┌─ Source material
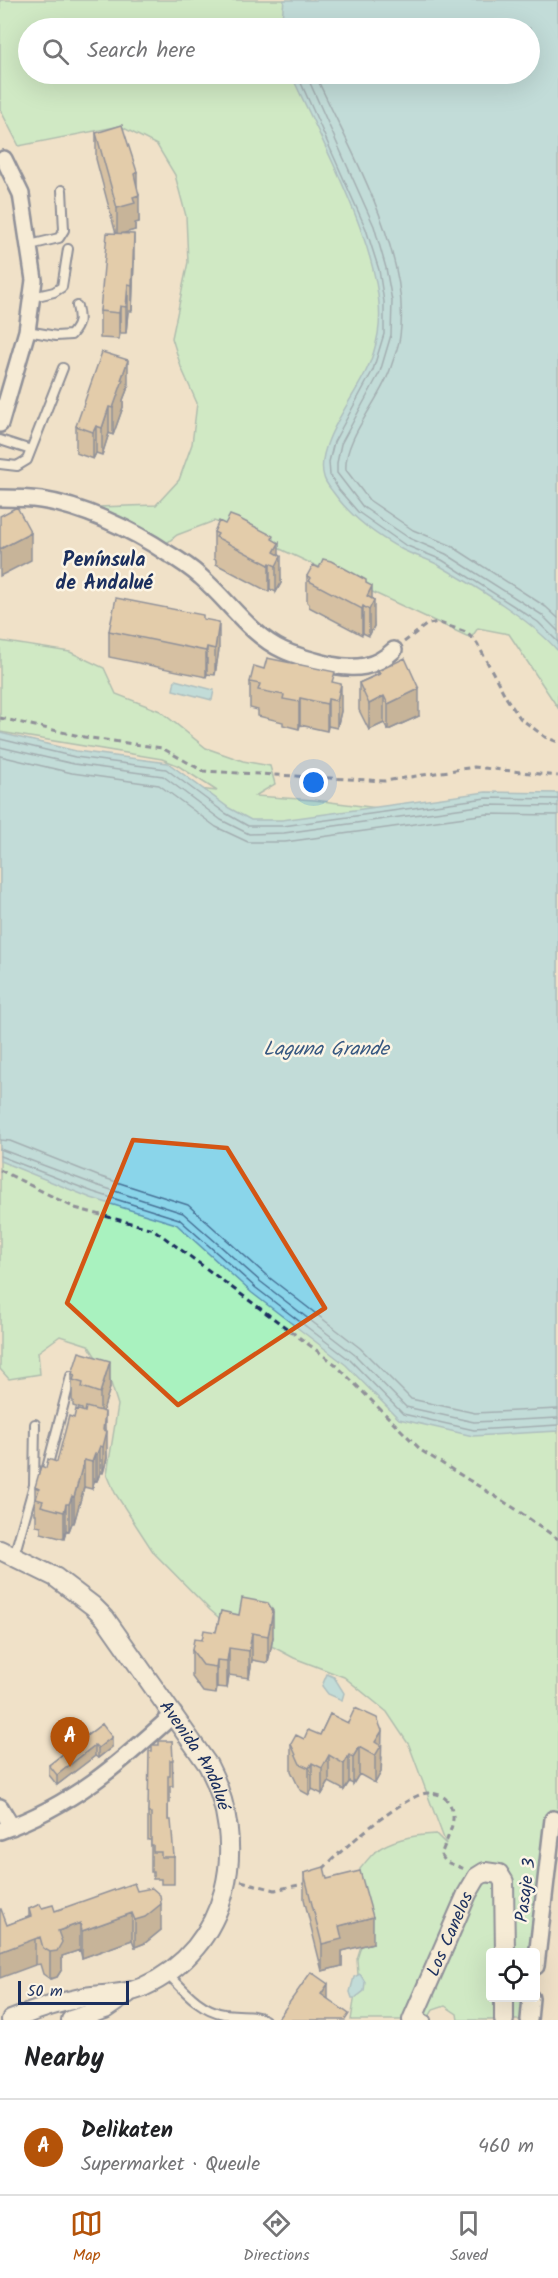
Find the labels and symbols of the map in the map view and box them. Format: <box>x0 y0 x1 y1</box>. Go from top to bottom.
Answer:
district label: Península de Andalué <box>55 545 153 600</box>
your location <box>299 768 328 797</box>
water label: Laguna Grande <box>263 1034 391 1066</box>
street label: Avenida Andalué <box>151 1695 237 1815</box>
pin: A <box>50 1718 90 1767</box>
street label: Pasaje 3 <box>508 1856 545 1924</box>
street label: Los Canelos <box>420 1887 482 1982</box>
scale bar <box>18 1978 129 2006</box>

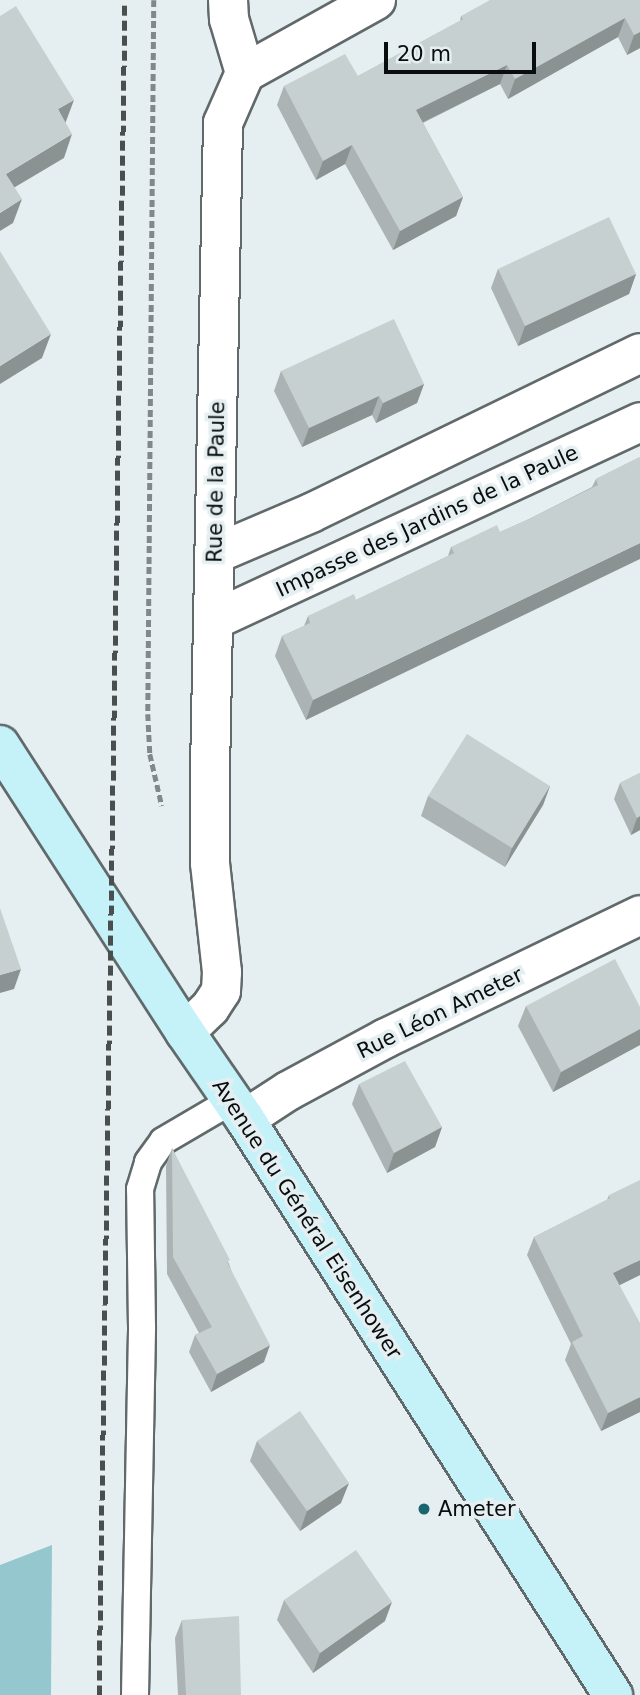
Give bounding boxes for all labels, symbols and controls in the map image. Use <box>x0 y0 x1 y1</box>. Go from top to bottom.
└─
# Task prompt
In the records, locate each line holding the string "symbols" and copy it.

# Solution
Find the labels and symbols of the map in the map view and box them. Format: <box>x0 y0 x1 y1</box>. Go from top to bottom.
Give bounding boxes for all labels, symbols and controls in the map image. Use <box>x0 y0 x1 y1</box>. Go from top to bottom.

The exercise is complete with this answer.